# ENTRIES PROVIDED:
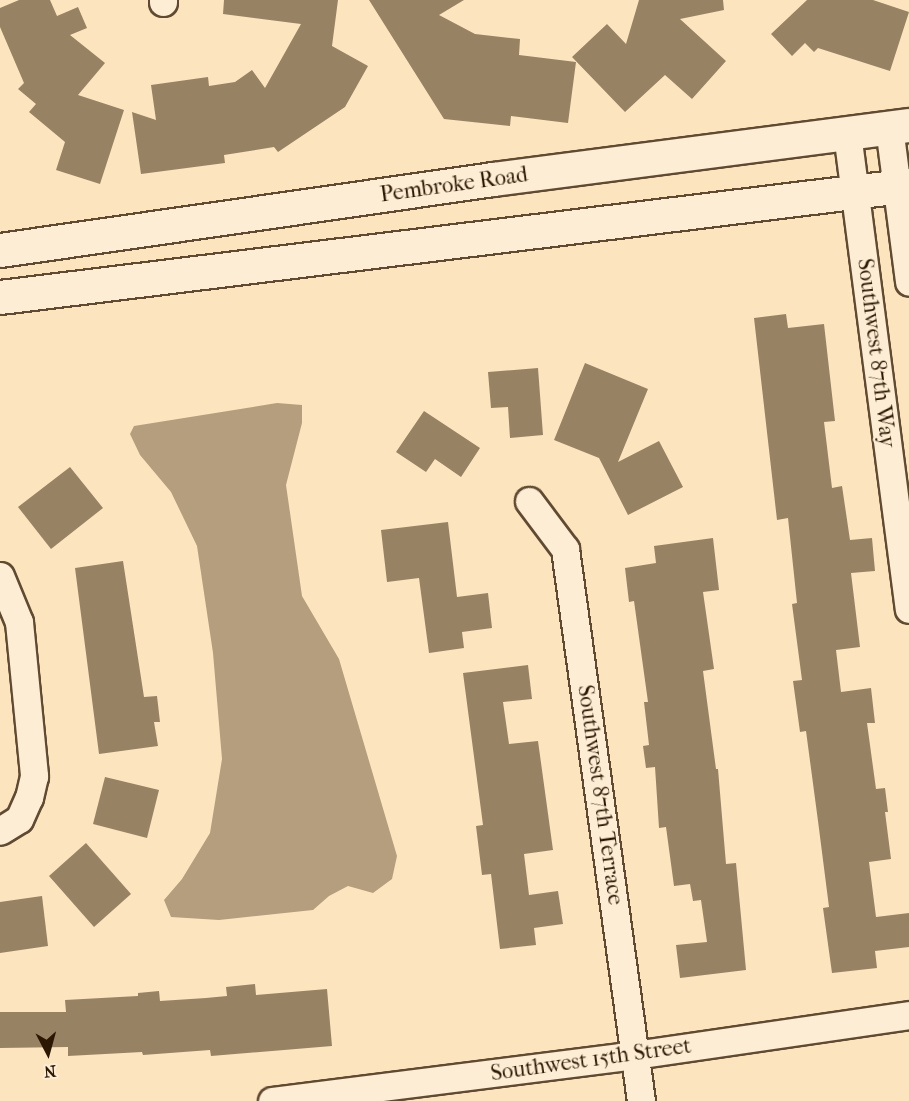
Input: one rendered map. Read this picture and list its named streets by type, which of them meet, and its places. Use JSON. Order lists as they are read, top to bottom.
{
  "streets": {
    "main road": ["Pembroke Road"],
    "street": ["Southwest 87th Way", "Southwest 87th Terrace", "Southwest 15th Street"]
  },
  "crossings": [
    ["Pembroke Road", "Southwest 87th Way"],
    ["Southwest 87th Terrace", "Southwest 15th Street"]
  ],
  "north": "bottom"
}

# THE PROBLEM:
Write the records above out again exactly, but not the pictures.

# TASK RESULT:
Input: one rendered map. Read this picture and list its named streets by type, which of them meet, and its places. Use JSON. Order lists as they are read, top to bottom.
{
  "streets": {
    "main road": ["Pembroke Road"],
    "street": ["Southwest 87th Way", "Southwest 87th Terrace", "Southwest 15th Street"]
  },
  "crossings": [
    ["Pembroke Road", "Southwest 87th Way"],
    ["Southwest 87th Terrace", "Southwest 15th Street"]
  ],
  "north": "bottom"
}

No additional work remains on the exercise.